# Study material
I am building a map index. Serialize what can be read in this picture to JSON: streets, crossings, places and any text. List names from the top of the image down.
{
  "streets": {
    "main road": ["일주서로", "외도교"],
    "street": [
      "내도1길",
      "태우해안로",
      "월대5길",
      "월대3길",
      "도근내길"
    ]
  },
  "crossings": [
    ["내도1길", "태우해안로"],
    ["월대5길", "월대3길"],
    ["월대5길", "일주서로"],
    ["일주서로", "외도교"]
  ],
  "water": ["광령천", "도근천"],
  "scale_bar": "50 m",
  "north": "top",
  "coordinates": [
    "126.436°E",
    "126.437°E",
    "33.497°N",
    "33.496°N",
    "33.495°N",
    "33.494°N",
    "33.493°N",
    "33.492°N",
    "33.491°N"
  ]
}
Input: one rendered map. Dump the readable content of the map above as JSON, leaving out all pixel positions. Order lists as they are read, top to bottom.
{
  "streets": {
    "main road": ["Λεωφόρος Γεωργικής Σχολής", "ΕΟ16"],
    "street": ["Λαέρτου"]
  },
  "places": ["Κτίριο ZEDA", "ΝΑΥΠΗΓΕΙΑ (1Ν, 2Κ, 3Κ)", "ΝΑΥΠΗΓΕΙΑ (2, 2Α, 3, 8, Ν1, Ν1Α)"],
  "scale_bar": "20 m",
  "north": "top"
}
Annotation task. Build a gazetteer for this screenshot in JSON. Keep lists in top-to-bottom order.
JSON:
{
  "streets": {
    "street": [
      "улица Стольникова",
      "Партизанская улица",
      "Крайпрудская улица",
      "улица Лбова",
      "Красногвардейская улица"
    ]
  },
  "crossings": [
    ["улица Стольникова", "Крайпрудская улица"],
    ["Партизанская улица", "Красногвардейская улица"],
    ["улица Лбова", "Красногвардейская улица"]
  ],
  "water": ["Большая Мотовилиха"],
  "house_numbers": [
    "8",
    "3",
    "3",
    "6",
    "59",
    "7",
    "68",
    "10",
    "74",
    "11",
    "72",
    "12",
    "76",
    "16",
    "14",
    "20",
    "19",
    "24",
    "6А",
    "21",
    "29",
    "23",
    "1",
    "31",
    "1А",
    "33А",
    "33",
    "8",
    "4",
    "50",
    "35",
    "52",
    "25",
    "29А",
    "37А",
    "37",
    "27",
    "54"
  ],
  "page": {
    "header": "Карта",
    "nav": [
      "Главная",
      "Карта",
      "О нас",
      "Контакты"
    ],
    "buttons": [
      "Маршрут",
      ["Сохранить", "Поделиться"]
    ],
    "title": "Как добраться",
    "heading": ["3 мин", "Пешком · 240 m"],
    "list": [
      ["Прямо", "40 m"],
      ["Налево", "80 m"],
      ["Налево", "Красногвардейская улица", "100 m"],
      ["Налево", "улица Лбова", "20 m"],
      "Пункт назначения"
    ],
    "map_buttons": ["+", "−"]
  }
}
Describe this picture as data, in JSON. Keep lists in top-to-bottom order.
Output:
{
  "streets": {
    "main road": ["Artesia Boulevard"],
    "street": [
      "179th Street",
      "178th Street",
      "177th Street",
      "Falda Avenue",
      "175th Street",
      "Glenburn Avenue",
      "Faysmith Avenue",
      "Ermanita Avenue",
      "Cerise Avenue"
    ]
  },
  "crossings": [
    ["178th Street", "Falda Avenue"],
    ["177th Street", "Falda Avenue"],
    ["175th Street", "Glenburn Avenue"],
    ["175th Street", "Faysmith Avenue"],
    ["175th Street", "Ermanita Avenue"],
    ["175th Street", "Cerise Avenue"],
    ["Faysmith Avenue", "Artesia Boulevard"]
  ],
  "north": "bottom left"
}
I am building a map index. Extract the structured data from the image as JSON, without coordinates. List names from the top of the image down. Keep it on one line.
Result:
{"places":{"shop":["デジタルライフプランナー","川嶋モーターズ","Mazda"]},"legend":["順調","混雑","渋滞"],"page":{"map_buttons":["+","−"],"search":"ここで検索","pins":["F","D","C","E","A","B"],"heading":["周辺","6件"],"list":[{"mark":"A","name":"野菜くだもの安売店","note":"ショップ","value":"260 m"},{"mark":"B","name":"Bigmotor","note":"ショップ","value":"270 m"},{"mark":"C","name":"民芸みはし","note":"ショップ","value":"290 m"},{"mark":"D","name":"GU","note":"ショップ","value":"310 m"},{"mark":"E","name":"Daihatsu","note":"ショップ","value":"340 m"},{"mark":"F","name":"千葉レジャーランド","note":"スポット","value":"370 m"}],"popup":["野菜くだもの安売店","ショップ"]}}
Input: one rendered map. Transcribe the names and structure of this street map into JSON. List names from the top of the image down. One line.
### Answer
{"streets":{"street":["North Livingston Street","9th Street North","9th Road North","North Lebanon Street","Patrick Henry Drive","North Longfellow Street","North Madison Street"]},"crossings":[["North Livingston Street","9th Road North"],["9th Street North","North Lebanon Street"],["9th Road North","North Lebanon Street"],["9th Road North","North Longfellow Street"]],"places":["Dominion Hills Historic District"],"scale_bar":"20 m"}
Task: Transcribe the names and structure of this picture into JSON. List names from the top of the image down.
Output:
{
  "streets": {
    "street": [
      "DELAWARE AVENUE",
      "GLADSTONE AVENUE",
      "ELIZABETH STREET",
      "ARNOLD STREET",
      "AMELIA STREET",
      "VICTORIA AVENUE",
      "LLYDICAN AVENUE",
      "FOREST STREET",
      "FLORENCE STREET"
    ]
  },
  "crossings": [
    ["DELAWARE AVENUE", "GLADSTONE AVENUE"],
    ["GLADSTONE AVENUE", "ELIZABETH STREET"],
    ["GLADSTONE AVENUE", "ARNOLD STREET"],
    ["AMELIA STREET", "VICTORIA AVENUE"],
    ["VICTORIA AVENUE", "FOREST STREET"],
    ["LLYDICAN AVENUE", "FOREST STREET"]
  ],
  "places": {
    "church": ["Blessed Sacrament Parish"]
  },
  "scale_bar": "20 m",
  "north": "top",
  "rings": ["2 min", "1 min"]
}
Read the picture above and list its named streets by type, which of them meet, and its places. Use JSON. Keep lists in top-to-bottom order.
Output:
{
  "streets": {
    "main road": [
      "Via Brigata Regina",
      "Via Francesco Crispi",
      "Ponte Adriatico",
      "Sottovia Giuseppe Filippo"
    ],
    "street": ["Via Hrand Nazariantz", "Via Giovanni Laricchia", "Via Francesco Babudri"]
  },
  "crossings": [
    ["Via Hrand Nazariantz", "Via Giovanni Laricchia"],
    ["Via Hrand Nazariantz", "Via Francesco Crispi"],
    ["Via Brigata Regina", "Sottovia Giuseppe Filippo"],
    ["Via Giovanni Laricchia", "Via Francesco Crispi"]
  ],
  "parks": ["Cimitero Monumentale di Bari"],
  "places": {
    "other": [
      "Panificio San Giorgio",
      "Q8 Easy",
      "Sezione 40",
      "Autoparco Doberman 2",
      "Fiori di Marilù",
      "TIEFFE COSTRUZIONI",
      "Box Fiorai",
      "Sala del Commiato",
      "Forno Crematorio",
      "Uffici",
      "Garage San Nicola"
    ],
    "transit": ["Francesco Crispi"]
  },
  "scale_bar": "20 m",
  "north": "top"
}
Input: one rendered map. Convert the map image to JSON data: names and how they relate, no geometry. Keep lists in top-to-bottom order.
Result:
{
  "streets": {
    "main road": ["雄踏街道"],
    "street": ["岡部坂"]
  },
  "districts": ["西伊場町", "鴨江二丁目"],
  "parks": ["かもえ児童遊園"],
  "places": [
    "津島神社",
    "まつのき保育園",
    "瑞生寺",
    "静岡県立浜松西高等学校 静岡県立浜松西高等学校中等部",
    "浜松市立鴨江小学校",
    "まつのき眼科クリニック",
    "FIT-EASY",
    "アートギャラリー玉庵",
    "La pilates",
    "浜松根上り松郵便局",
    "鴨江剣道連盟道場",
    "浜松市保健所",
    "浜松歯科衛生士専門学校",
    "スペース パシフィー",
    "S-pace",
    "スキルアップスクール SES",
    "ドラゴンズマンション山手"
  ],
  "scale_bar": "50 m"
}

# Activity
From the entries above, write out only the lines starting at the line that holds "Describe this picture" and ending at the line that holds "Task: Transcribe the", keeping both and matching them exactly.

# Solution for this exercise
Describe this picture as data, in JSON. Keep lists in top-to-bottom order.
Output:
{
  "streets": {
    "main road": ["Artesia Boulevard"],
    "street": [
      "179th Street",
      "178th Street",
      "177th Street",
      "Falda Avenue",
      "175th Street",
      "Glenburn Avenue",
      "Faysmith Avenue",
      "Ermanita Avenue",
      "Cerise Avenue"
    ]
  },
  "crossings": [
    ["178th Street", "Falda Avenue"],
    ["177th Street", "Falda Avenue"],
    ["175th Street", "Glenburn Avenue"],
    ["175th Street", "Faysmith Avenue"],
    ["175th Street", "Ermanita Avenue"],
    ["175th Street", "Cerise Avenue"],
    ["Faysmith Avenue", "Artesia Boulevard"]
  ],
  "north": "bottom left"
}
I am building a map index. Extract the structured data from the image as JSON, without coordinates. List names from the top of the image down. Keep it on one line.
Result:
{"places":{"shop":["デジタルライフプランナー","川嶋モーターズ","Mazda"]},"legend":["順調","混雑","渋滞"],"page":{"map_buttons":["+","−"],"search":"ここで検索","pins":["F","D","C","E","A","B"],"heading":["周辺","6件"],"list":[{"mark":"A","name":"野菜くだもの安売店","note":"ショップ","value":"260 m"},{"mark":"B","name":"Bigmotor","note":"ショップ","value":"270 m"},{"mark":"C","name":"民芸みはし","note":"ショップ","value":"290 m"},{"mark":"D","name":"GU","note":"ショップ","value":"310 m"},{"mark":"E","name":"Daihatsu","note":"ショップ","value":"340 m"},{"mark":"F","name":"千葉レジャーランド","note":"スポット","value":"370 m"}],"popup":["野菜くだもの安売店","ショップ"]}}
Input: one rendered map. Transcribe the names and structure of this street map into JSON. List names from the top of the image down. One line.
### Answer
{"streets":{"street":["North Livingston Street","9th Street North","9th Road North","North Lebanon Street","Patrick Henry Drive","North Longfellow Street","North Madison Street"]},"crossings":[["North Livingston Street","9th Road North"],["9th Street North","North Lebanon Street"],["9th Road North","North Lebanon Street"],["9th Road North","North Longfellow Street"]],"places":["Dominion Hills Historic District"],"scale_bar":"20 m"}
Task: Transcribe the names and structure of this picture into JSON. List names from the top of the image down.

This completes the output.